Monday, July 13, 2009

Practical Research Problems

One area of my research studies how much physical activity people perform and how those factors might be related to the physical environment in their neighborhoods. One of the "gold standard" methods to complete this kind of data collection is to use accelerometers to measure how much physical activity people do during the day. There are obviously problems, people forget to wear them, or they occasionally malfunction, but overall you expect pretty reliable physical measurements from them.

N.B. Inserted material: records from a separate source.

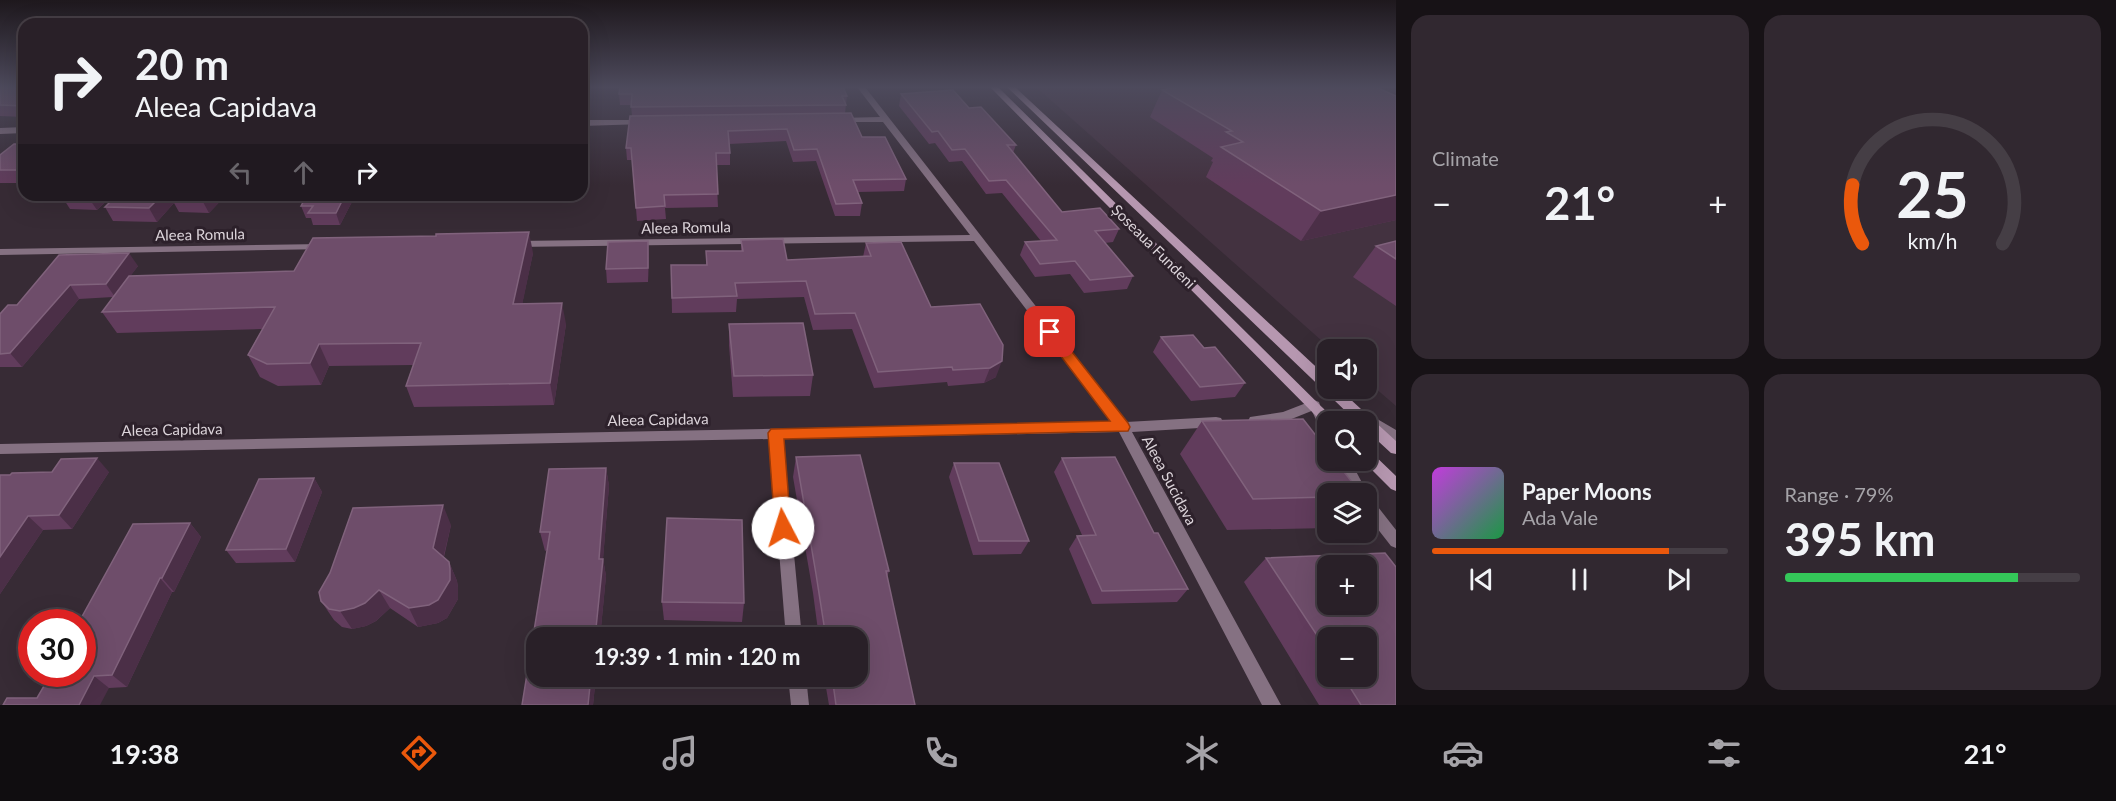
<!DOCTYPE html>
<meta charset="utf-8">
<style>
:root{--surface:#292028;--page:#312830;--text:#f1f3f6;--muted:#a5a3a8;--line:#453e45;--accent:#ea580c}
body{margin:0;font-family:Lato,sans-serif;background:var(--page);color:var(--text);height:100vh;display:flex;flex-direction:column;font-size:22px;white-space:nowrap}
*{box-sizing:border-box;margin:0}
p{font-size:20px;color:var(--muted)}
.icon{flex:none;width:33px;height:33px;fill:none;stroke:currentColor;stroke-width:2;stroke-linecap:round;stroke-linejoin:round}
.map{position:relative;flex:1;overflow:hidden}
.drawer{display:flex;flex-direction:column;gap:15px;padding:15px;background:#171216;width:720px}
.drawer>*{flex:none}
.hud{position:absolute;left:18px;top:18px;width:570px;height:183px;border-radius:18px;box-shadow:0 6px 24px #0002,0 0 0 2px var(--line);background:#292028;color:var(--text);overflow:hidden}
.buttons{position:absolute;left:1317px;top:339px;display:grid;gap:12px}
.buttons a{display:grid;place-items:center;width:60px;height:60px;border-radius:12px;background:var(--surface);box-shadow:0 6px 24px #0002,0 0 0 2px var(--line);font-size:30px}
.speed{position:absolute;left:18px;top:609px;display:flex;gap:12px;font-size:30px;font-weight:700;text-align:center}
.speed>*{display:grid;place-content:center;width:78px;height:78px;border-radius:50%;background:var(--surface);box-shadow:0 6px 24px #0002,0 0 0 2px var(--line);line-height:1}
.speed .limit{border:9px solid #d22;background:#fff;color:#111}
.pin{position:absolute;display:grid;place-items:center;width:51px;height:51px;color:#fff;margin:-26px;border-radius:12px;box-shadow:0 3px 9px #0006}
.me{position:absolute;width:66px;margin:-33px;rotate:355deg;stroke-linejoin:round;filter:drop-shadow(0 0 4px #0008)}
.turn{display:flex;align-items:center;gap:21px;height:126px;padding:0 18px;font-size:27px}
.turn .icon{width:78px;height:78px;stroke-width:2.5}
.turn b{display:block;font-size:42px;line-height:51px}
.lanes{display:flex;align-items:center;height:57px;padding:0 18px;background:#0003;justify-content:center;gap:30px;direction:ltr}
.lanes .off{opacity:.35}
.big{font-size:45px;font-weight:700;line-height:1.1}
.drawer .tile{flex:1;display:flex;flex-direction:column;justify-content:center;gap:9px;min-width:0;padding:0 21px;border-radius:18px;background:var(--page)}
.drawer .dial{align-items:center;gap:0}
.dial svg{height:156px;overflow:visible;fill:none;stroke:var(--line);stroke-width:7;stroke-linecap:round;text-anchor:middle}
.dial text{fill:var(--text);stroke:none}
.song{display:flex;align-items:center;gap:18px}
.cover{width:72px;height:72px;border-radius:9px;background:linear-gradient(135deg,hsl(290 70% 55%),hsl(140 70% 35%))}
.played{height:6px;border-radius:3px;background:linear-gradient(90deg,var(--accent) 80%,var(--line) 80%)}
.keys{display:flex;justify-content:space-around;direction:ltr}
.heat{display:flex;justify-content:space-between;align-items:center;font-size:33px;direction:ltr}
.charge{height:9px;border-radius:4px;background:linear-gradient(90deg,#34c759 79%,var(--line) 0)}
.drawer .tiles{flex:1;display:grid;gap:15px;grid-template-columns:repeat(2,1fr)}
.trip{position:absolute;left:526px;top:627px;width:342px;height:60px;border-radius:18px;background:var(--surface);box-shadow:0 6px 24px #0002,0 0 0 2px var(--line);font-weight:700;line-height:60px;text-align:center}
.tab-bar{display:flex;height:96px;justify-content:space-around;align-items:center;background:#100d10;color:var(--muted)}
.tab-bar .icon{width:42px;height:42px}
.tab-bar .current{color:var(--accent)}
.tab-bar b{font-size:27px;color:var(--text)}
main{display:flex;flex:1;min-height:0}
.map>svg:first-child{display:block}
</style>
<main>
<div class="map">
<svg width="1396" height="705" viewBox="0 0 1396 705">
<rect width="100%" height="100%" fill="#372b35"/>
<path fill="#433240" d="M1036 87H1396V406L1367 381 1366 350 1331 349Z"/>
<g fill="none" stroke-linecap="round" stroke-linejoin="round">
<g fill="#857182" fill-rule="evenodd">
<path d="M857 87H865L1126 422 1216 417 1221 418 1223 422 1221 426 1216 427 1132 432 1281 705H1262L1119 432 783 439 802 638H786L770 439 0 454V444L1112 422 974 241 516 247 511 244 516 241 970 235 883 122H836L835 120 839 118 880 117Z"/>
<path d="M582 120H644L648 122 644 124 582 126Z"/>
<path d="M24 127V133L0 134V128Z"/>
<path d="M324 244 328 245 329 247 328 249 0 255V249Z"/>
<path d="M1314 400 1319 402 1320 405 1319 408 1284 422 1255 426 1250 425 1248 421 1250 417 1283 412Z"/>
<path d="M788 676H806L809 705H791Z"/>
</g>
<g fill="#857182" fill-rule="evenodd">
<path d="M1318 406 1323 408 1330 422H1328V436L1323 435 1312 411 1313 408Z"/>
<path d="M1367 413 1396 430V442L1366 424V422L1362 421 1360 418 1362 415Z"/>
<path d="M1336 460H1350L1368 494 1367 496 1371 498 1396 530V548L1391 546 1366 514V494H1354Z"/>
</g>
<g fill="#b697b0" fill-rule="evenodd">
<path d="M990 87H998L1337 422H1328L1326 426Z"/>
<path d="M1007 87H1015L1328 378V388H1338L1396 441V454L1391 453 1366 430V422H1357Z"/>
<path d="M1366 451 1371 452 1396 476V491L1391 489 1362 460H1366Z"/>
</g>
</g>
<g fill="#613c5c" fill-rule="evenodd">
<path d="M0 87H24V117L0 116Z"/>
<path d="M1162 90 1396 220 1301 241 1206 177 1213 162 1211 161 1213 158 1150 117Z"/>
<path d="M619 94 847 96 845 113 862 137 906 179 904 191 858 192 862 203 860 216H835L816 161 793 162 786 141 729 144 730 153V165H716L718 207 665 208 666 219 637 221 632 160H627L626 148 632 116 631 105H620Z"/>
<path d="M901 94 969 108 1016 145 1013 153 1062 212 1119 229 1113 242 1105 243 1133 276 1127 289 1084 293 1070 274 1035 277 1020 255 1025 242 1041 241 1002 193 986 194 962 161 949 162 935 143 929 144 899 106Z"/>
<path d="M24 144V183H0V155Z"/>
<path d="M61 195H113L97 210 70 209Z"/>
<path d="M176 195H226L209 213 179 212 174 203 157 222 113 221 105 207Z"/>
<path d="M355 196 340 225H313L311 218H306L301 206Z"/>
<path d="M741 240 787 260 863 257 866 243 931 307 980 304 996 377 984 383 948 386 947 382 874 388 852 329 813 330 804 297 737 299 736 312 672 313 671 265H706V251H741Z"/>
<path d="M1396 241V306L1353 277 1376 246Z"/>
<path d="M533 253 522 304 566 324 554 405 414 407 406 386 413 365 329 366 321 385 278 386 260 377 248 355 262 329 117 333 102 312 113 297 79 299 22 367H0V314L17 305 59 255 138 266 130 276 294 271Z"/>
<path d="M649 255 648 282 607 283 606 269Z"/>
<path d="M729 324 813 375 810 396 733 397 729 345Z"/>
<path d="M1161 337 1204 348 1245 383 1235 397 1191 401 1153 352Z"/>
<path d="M1202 421 1328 494V528L1227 530 1180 454Z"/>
<path d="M796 457 889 571 887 577 915 705H829L824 676H858V638H819L813 593 793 477Z"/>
<path d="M1062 458 1154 533 1188 589 1177 602 1092 604 1069 549 1077 536 1082 535 1054 472Z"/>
<path d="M954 463 1029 541 1021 554 973 555 949 477Z"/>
<path d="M606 468 609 486 603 559 606 576 600 638H537V676H596L593 705H522L547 550 545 551 540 532Z"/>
<path d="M109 472 72 529 43 530 0 594V475Z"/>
<path d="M314 478 322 492 295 562 236 563 226 550Z"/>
<path d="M190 523 201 537 174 592H172L127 687 109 688 37 698Z"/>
<path d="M451 525 444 557 449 562 457 581 458 588V599L447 618 438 623 418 627 390 608 376 621 366 626 352 629 342 627 334 620 321 601Z"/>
<path d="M1266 558 1396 705H1319L1244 582ZM1328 638 1366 676H1328Z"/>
<path d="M662 602 744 603 742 622 664 620Z"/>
</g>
<g fill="#4b2f47">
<path d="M24 165V178L18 170Z"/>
<path d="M90 195H113L97 210 88 197Z"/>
<path d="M162 195H174L176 199H172L174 203 157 222 149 208Z"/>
<path d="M206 195H226L209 213 202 200Z"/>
<path d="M345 195H355V196L340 225 336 213Z"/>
<path d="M1396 195V220L1301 241 1321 211Z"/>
<path d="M529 232 533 253 518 325 513 304Z"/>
<path d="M648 241 649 255 648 282Z"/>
<path d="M129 253 138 266 115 297 106 284Z"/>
<path d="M70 285 79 299 22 367 10 353Z"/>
<path d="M562 303 566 324 554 405 550 383Z"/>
<path d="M319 344 329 366 321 385 310 363Z"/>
<path d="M1002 361 996 377 984 383 990 368Z"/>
<path d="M97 458 109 472 72 529 59 515Z"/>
<path d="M606 468 609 486 603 559 606 576 600 638H595L599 559Z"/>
<path d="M314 478 322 492 295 562 286 549Z"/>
<path d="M443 505 451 525 441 567 433 548Z"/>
<path d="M28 516 43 530 0 594V557Z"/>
<path d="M190 523 201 537 174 592 162 578Z"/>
<path d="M449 562 457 581 458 588V599L447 618 438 623 418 627 409 608Z"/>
<path d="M160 578 172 592 127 687 112 675Z"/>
<path d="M379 590 390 608 376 621 366 626 352 629 340 611Z"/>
<path d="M94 676 109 688 100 705H79Z"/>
<path d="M591 676H596L593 705H588Z"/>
</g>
<g fill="#6e4d6a" stroke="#80627c" stroke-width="1.5" fill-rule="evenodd">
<path d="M0 87H24V106L0 105Z"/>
<path d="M620 87H843L847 96H842L846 105 631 107 632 94H619Z"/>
<path d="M1179 87H1376L1396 96V195L1321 211 1221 147 1243 142 1226 132 1232 131 1162 90Z"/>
<path d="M953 90 969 108 981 107 1016 145H1007L1062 212 1100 208 1119 229 1095 231 1133 276 1090 280 1075 261 1040 264 1025 242 1057 240 1006 180 989 181 965 149 952 150 938 131 932 132 901 94Z"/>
<path d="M851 113 862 137H885L906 179 853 180 862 203 836 204 817 149 794 150 787 129 728 131 730 153H716L718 194 664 195 665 206 636 208 631 148H626L630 116Z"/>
<path d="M14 144H24V165L18 170H0V155Z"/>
<path d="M61 195H90L88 197Z"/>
<path d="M117 195H162L149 208 105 207Z"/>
<path d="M176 195H206L202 200 172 199Z"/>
<path d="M307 195H345L336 213H308L313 206H301Z"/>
<path d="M529 232 513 304 562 303 550 383 406 386 421 343 319 344 310 363 267 364 248 355 275 307 102 312 129 276 294 271 313 238 436 236V234Z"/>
<path d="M783 239 787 260 871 256 866 243 901 242 931 307 980 304 1003 345 1002 361 990 368 953 370 952 367 878 372 855 313 815 314 806 281 735 283 737 296 672 298 671 265H707L706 251H743L741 240Z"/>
<path d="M648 241V268L606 269 608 242Z"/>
<path d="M1396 241V259L1376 246Z"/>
<path d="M129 253 106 284 70 285 10 353 0 354V314L8 305H17L59 255Z"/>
<path d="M803 323 813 375 734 376 729 324Z"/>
<path d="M1193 335 1204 348 1215 347 1245 383 1200 387 1161 337Z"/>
<path d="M1303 419 1328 451V460H1335L1361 494H1328V497L1253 499 1202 421Z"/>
<path d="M860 455 889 571H886L915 705H836L832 676H858V638H826L816 574 796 457Z"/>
<path d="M1115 457 1154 533H1158L1188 589 1102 591 1077 536 1096 535 1062 458Z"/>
<path d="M97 458 59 515 28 516 0 557V475H10L12 473 52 472 61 459Z"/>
<path d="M954 463H999L1029 541H979Z"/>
<path d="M606 468 599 559H603L595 638H537V676H591L588 705H522L550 532H540L549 469Z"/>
<path d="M314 478 286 549 226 550 259 479Z"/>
<path d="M443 505 433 548 449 562 450 569V580L438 600 429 605 409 608 379 590 365 603 354 608 340 611 329 609 321 601 319 592 330 573 353 508Z"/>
<path d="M667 518 742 520 744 603 662 602Z"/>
<path d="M190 523 162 578H160L112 675 94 676 79 705H3L7 698H37L51 674H82V622H79L133 524Z"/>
<path d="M1385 553 1396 567V705H1361L1343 676H1366V638H1328V652L1266 558ZM1328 566H1366V604H1328Z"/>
</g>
<linearGradient id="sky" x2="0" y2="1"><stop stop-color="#1e181d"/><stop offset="0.47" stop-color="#4d4a5c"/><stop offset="1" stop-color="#4d4a5c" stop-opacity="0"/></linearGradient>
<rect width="1396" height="185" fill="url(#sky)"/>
<path fill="#ea580c" stroke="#983908" stroke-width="1.5" d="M1050 328 1054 329 1128 423 1130 427 1128 431 784 439 791 528 789 534 783 536 777 534 775 528 768 433 771 429 1110 421 1045 335 1043 332 1045 329Z"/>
<g text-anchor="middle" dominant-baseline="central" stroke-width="6" stroke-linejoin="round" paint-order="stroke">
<g font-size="15" fill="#dcd4da" stroke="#2d212b">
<text transform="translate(686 227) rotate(-1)">Aleea Romula</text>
<text transform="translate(200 234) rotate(-1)">Aleea Romula</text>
<text transform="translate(1154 246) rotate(45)">Șoseaua Fundeni</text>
<text transform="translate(658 419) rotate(-1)">Aleea Capidava</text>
<text transform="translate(172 429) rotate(-1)">Aleea Capidava</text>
<text transform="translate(1170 480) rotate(62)">Aleea Sucidava</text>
</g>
</g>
</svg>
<div class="buttons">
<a><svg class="icon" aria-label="sound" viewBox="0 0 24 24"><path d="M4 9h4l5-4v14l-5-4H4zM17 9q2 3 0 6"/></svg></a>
<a><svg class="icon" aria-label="search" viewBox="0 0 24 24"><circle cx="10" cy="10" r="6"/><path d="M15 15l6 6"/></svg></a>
<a><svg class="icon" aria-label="layers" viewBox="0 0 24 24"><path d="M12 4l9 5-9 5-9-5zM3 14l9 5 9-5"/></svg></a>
<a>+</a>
<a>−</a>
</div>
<div class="speed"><div class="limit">30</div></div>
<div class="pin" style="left:1050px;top:332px;background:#d93025"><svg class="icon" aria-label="arrive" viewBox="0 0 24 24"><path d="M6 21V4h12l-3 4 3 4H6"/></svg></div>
<svg class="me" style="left:783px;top:528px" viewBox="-20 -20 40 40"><circle r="19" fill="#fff"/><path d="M0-13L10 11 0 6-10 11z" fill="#ea580c"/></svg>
<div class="trip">19:39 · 1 min · 120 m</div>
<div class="hud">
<div class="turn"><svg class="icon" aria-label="right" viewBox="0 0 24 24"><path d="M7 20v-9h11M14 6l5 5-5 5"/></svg><div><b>20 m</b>Aleea Capidava</div></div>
<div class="lanes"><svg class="icon off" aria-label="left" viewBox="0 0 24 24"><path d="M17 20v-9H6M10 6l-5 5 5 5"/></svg><svg class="icon off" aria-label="ahead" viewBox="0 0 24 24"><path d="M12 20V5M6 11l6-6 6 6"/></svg><svg class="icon" aria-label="right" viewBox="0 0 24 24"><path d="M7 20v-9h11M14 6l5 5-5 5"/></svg></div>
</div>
</div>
<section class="drawer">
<div class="tiles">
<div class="tile"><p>Climate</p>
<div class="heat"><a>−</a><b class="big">21°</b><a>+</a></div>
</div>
<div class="tile dial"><svg viewBox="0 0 100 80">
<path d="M14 69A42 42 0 1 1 86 69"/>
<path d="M14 69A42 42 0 0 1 9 39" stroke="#ea580c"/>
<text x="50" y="56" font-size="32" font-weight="700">25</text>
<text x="50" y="72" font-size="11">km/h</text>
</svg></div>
<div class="tile">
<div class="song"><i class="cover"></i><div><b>Paper Moons</b><p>Ada Vale</p></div></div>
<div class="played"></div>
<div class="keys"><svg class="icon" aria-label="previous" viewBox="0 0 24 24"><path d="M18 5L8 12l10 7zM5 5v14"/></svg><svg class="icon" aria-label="pause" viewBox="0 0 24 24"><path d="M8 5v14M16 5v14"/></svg><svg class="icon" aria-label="next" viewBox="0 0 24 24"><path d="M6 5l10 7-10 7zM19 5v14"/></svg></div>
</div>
<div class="tile"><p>Range · 79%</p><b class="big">395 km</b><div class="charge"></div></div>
</div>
</section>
</main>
<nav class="tab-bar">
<b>19:38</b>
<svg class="icon current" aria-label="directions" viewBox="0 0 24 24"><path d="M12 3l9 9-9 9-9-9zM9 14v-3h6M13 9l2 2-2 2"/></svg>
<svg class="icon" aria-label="music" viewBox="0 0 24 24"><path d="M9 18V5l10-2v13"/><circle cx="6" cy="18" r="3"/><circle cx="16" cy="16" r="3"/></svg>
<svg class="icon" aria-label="phone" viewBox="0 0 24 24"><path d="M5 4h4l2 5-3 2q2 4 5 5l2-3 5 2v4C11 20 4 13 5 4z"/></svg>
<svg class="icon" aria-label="climate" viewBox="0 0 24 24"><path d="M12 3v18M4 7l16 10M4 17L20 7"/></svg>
<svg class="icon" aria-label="car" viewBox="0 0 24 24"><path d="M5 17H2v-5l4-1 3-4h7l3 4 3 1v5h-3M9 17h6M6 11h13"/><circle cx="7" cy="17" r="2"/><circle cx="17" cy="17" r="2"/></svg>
<svg class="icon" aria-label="filters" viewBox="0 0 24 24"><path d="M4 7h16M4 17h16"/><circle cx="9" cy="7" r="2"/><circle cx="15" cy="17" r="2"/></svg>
<b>21°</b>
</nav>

One particularly innovative intervention is to use an automated text-messaging system to remind kids to be active based on their accelerometer readings.


Proving that you can take nothing for granted in research, there is one way that several industrious kids (in a different, London-based study) figured out how to get around the read-outs of the accelerometers, attach them to their dogs!:


The Health Blog was impressed by the cleverness of some 11- and 12-year-old obese children in east London, who were participating in an exercise research study.

The kids were supposed to be wearing pedometers to measure the number of steps they were taking each day. But some of those in the study got the bright idea to clip the pedometers to the collars of their pet dogs, upping the distance the youngsters appeared to be moving each day, according to the BBC. (WSJ Health Blog)

I've got to hand it to those kids, that's a pretty smart idea.

1 comments:

E. said...

Finally! A proven correlation between porky-ness and intelligence.